ACTIVITY: For the records below, give the number of lines in which "controls" appears, and add nothing else.

[Items listed in a dataset]
- Opening Delimiter -

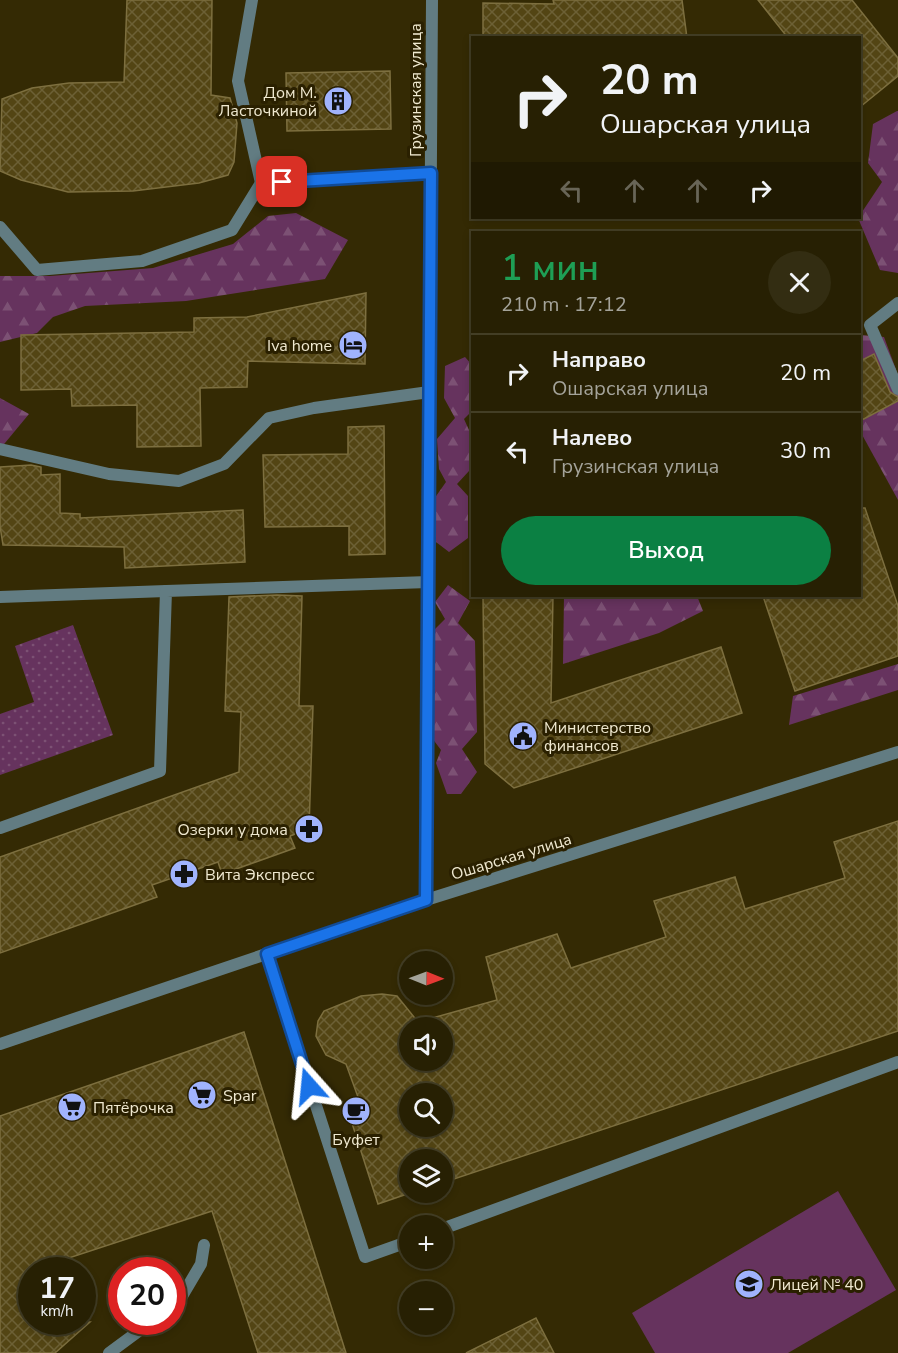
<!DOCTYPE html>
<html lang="ru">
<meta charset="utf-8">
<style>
:root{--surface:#272003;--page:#332d12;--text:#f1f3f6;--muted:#a4a39a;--line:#433e25;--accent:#0b8043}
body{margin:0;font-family:"Nunito Sans",sans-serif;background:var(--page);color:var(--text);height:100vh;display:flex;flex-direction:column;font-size:22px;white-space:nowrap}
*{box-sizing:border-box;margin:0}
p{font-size:20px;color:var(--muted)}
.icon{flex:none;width:33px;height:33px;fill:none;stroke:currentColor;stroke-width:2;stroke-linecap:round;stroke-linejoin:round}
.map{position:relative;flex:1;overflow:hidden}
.side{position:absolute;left:471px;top:231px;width:390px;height:366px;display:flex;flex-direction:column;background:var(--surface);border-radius:0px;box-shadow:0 3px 9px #0003,0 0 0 2px var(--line)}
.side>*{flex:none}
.top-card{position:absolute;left:471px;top:36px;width:390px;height:183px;border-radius:0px;box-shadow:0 3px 9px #0003,0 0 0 2px var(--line);background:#272003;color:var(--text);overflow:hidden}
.needle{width:39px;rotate:91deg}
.controls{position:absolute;left:399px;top:951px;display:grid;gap:12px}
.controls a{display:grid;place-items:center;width:54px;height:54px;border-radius:50%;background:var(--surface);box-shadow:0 3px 9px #0003,0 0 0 2px var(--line);font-size:30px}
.speed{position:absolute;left:18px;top:1257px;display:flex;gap:12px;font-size:30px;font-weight:700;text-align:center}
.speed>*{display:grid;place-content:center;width:78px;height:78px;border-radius:50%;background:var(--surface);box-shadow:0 3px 9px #0003,0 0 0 2px var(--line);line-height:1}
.speed small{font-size:15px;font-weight:400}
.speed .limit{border:9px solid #d22;background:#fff;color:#111}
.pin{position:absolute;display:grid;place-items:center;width:51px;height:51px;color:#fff;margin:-26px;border-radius:12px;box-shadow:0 3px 9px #0006}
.me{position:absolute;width:66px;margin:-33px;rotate:342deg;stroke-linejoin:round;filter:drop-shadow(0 0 4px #0008)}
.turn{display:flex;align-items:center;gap:21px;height:126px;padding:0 30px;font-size:27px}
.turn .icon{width:78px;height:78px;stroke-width:2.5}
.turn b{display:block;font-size:42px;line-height:51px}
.lanes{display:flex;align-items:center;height:57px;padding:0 30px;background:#0003;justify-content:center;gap:30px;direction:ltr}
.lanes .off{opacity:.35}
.round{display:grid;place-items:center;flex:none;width:63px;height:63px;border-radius:32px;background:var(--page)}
.headline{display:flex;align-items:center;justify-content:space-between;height:102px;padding:0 30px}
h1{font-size:36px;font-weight:600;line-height:45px;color:#1e9e55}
.action{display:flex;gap:12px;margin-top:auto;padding:12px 30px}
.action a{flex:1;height:69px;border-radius:36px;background:var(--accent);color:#fff;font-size:24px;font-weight:600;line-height:69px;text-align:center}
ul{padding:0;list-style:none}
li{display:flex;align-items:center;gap:18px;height:78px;padding:0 30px;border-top:2px solid var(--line)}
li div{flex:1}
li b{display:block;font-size:22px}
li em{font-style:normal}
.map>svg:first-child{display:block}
.green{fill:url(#green-dots)}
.forest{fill:url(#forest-firs)}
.pitch{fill:#66335e}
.building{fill:url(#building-cross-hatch);stroke:#7d6f3f;stroke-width:1.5;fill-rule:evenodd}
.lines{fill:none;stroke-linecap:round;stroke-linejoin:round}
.service{stroke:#627c82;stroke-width:12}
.minor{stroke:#627c82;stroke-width:12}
.tertiary{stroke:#627c82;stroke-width:12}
.route-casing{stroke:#114b97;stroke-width:15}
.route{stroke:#1a73e8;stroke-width:10}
.labels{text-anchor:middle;stroke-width:6;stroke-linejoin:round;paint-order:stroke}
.street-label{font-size:16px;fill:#f0e9d0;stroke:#2a2000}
.poi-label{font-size:16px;fill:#f0e9d0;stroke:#2a2000;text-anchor:start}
</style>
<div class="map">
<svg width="898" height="1353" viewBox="0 0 898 1353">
<defs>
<pattern id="green-dots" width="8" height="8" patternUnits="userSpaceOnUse" patternTransform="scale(1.5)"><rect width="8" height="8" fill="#66335e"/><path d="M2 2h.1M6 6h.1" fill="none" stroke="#7c5174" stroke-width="1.8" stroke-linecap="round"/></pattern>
<pattern id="forest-firs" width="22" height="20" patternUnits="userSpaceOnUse" patternTransform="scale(1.5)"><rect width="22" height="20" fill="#66335e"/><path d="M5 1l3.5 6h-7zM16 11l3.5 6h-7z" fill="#7c5174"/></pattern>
<pattern id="building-cross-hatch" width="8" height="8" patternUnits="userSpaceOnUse" patternTransform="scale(1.5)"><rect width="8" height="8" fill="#534514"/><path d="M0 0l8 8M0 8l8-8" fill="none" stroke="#6c6035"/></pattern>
</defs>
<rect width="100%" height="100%" fill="#342a04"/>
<polygon class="green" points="73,625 113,735 0,775 0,714 34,702 15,646"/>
<g class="forest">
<polygon points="897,111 898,111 898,273 880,270 858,218 882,182 868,163 873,124"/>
<polygon points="296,213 348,240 325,279 186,301 85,306 53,317 37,333 0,342 0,276 50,276 153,268 233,244 268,216"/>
<polygon points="860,335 884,337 898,375 898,500 860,431"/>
<polygon points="465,357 472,365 472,411 464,419 469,430 469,471 457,484 468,496 468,538 449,552 436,542 434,499 446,482 439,469 437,439 455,418 444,398 445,366"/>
<polygon points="0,398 29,414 0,449"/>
<polygon points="448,585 470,601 458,623 475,641 477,732 462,749 477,772 461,794 447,794 436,763 441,750 432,738 430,634 445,619 435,602"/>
<polygon points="564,596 697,596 703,611 659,633 563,664"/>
<polygon points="898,664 898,690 789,725 793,696"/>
</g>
<polygon class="pitch" points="838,1191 896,1290 788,1353 655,1353 632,1313"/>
<g class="building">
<polygon points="127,0 212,0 211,95 230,98 237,123 234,162 228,175 199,183 133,191 68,192 21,180 0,171 2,99 32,88 69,83 124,82"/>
<polygon points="553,0 682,0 687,38 483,38 483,3 554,4"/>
<polygon points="758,0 852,0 898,58 898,76 860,107 860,38 788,38"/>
<polygon points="390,71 391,129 287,131 286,73"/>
<polygon points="366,293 365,364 248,361 247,387 200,388 201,446 137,447 137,405 72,406 71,389 21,390 21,335 194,332 194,318 247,317"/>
<polygon points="874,354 890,392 898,397 898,401 860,421 860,361"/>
<polygon points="384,426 385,554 349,555 349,526 265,527 263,455 348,454 348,427"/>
<polygon points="31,465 41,467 41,475 60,474 60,513 80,514 80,518 243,510 245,562 125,568 124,547 3,545 0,526 0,467"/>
<polygon points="860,508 865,508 898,606 898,656 795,691 763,596 860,596"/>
<polygon points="277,595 302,596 299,706 313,706 309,829 290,836 295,848 222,874 218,862 152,885 157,897 0,953 0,857 239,772 241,712 225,711 229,597"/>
<polygon points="483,596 553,596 551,703 721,647 742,713 514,788 485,764"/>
<path d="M898,821V1031L442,1183V1160H410V1192H413L378,1204L349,1114L362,1108L346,1064L326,1055L316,1036L318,1021L324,1011L361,996L382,994L397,996L418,1022L497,1000L486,957L557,934L571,968L666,937L654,901L735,877L745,909L845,878L834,842ZM410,1028H442V1060H410ZM410,1094H442V1126H410Z"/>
<polygon points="244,1032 346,1353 258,1353 212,1211 32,1270 32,1322 90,1322 55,1353 0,1353 0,1116"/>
<polygon points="536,1318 554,1353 466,1353"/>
</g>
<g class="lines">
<g class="service">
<polyline points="252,0 238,81 261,183"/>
<polyline points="0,227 37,270 142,261 232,230 261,183 431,173"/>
<polyline points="898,303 870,325 898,389"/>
<polyline points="0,449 109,474 179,481 224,464 269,418 314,408 429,392"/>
<polyline points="0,597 166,591"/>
<polyline points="0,828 160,771 166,591 428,582"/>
<polyline points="267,954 365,1257 410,1241"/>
<polyline points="442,1229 898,1062"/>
<polyline points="172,1307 178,1303 201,1264 204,1245"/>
<polyline points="109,1353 151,1322"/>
</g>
<polyline class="minor" points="426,900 432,0"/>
<polyline class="tertiary" points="0,1044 426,900 898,752"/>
</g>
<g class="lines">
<g class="route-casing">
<polyline id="route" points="282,182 431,173 426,900 267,954 309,1086"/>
</g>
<use href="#route" class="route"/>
</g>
<defs>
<g id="building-disc" transform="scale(1.5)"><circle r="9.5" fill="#a0b3fd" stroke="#2a2000"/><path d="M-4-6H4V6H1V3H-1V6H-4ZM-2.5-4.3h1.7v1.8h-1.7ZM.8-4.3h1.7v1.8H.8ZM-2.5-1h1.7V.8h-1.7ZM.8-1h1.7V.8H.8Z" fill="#111"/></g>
<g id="hotel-disc" transform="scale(1.5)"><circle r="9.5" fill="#a0b3fd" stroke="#2a2000"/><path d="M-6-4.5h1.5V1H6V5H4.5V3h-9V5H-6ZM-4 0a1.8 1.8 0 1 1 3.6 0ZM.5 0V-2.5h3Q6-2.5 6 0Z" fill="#111"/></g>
<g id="civic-disc" transform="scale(1.5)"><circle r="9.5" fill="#a0b3fd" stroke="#2a2000"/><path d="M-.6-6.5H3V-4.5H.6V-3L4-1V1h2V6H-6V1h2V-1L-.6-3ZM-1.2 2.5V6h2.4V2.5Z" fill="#111"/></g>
<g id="pharmacy-disc" transform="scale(1.5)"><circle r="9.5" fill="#a0b3fd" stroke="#2a2000"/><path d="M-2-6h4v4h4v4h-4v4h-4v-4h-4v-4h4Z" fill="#111"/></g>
<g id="supermarket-disc" transform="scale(1.5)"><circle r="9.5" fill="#a0b3fd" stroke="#2a2000"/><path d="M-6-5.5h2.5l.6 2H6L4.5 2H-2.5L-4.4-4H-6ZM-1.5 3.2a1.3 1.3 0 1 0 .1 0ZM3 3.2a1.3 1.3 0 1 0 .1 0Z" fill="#111"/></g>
<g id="cafe-disc" transform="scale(1.5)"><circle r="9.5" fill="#a0b3fd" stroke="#2a2000"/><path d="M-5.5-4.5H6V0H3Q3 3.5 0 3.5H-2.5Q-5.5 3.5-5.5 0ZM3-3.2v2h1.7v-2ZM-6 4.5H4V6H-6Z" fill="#111"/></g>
<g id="school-disc" transform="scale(1.5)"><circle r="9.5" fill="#a0b3fd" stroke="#2a2000"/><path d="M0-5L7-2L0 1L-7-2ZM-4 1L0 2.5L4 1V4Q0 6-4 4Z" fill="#111"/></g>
</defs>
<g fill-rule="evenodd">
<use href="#building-disc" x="338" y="101"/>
<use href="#hotel-disc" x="353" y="345"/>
<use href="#civic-disc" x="523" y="736"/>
<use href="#pharmacy-disc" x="309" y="829"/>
<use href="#pharmacy-disc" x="184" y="874"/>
<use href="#supermarket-disc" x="202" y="1095"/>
<use href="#supermarket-disc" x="72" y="1107"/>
<use href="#cafe-disc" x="356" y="1111"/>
<use href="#school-disc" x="749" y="1284"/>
</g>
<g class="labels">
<g class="street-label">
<text transform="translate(415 90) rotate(-90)" y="6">Грузинская улица</text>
<text transform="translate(511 856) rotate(-17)" y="6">Ошарская улица</text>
</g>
<g class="poi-label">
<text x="317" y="98" text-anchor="end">Дом М.<tspan x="317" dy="18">Ласточкиной</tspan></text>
<text x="332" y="351" text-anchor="end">Iva home</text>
<text x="544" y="733">Министерство<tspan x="544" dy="18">финансов</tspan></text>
<text x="288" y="835" text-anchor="end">Озерки у дома</text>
<text x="205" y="880">Вита Экспресс</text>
<text x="223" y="1101">Spar</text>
<text x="93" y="1113">Пятёрочка</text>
<text x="356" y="1145" text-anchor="middle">Буфет</text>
<text x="770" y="1290">Лицей № 40</text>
</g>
</g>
</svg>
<div class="controls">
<a><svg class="needle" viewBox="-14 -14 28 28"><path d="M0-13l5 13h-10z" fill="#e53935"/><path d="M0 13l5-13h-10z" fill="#a4a39a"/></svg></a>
<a><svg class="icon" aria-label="sound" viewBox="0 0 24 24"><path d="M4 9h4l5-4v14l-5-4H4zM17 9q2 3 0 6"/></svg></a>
<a><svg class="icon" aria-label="search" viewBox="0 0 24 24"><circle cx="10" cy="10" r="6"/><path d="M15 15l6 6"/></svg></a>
<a><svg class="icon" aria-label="layers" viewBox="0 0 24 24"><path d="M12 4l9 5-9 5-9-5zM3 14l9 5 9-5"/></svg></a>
<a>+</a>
<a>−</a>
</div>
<div class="speed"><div>17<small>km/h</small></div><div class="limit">20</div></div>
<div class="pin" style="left:282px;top:182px;background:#d93025"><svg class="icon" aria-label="arrive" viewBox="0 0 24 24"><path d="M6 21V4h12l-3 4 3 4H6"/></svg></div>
<svg class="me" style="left:309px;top:1086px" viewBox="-20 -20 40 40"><path d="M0-17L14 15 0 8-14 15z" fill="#1a73e8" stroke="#fff" stroke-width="4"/></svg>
<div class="top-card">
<div class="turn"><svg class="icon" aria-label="right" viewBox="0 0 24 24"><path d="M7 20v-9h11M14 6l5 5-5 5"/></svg><div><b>20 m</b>Ошарская улица</div></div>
<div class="lanes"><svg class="icon off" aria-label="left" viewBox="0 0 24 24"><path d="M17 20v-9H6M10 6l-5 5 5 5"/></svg><svg class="icon off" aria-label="ahead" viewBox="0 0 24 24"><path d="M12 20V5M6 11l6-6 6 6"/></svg><svg class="icon off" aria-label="ahead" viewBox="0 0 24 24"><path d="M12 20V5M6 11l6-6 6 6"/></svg><svg class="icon" aria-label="right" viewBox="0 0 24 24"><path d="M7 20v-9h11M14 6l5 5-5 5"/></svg></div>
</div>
<section class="side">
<div class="headline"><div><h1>1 мин</h1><p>210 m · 17:12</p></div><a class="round"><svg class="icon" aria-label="close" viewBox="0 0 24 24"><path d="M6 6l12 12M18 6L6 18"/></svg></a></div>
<ul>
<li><svg class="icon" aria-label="right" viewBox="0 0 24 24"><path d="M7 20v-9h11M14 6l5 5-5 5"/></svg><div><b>Направо</b><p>Ошарская улица</p></div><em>20 m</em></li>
<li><svg class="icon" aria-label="left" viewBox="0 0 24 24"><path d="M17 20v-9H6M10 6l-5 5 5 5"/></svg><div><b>Налево</b><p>Грузинская улица</p></div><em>30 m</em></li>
</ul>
<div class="action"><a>Выход</a></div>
</section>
</div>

- Closing Delimiter -

SOLUTION TO THE PROBLEM: 3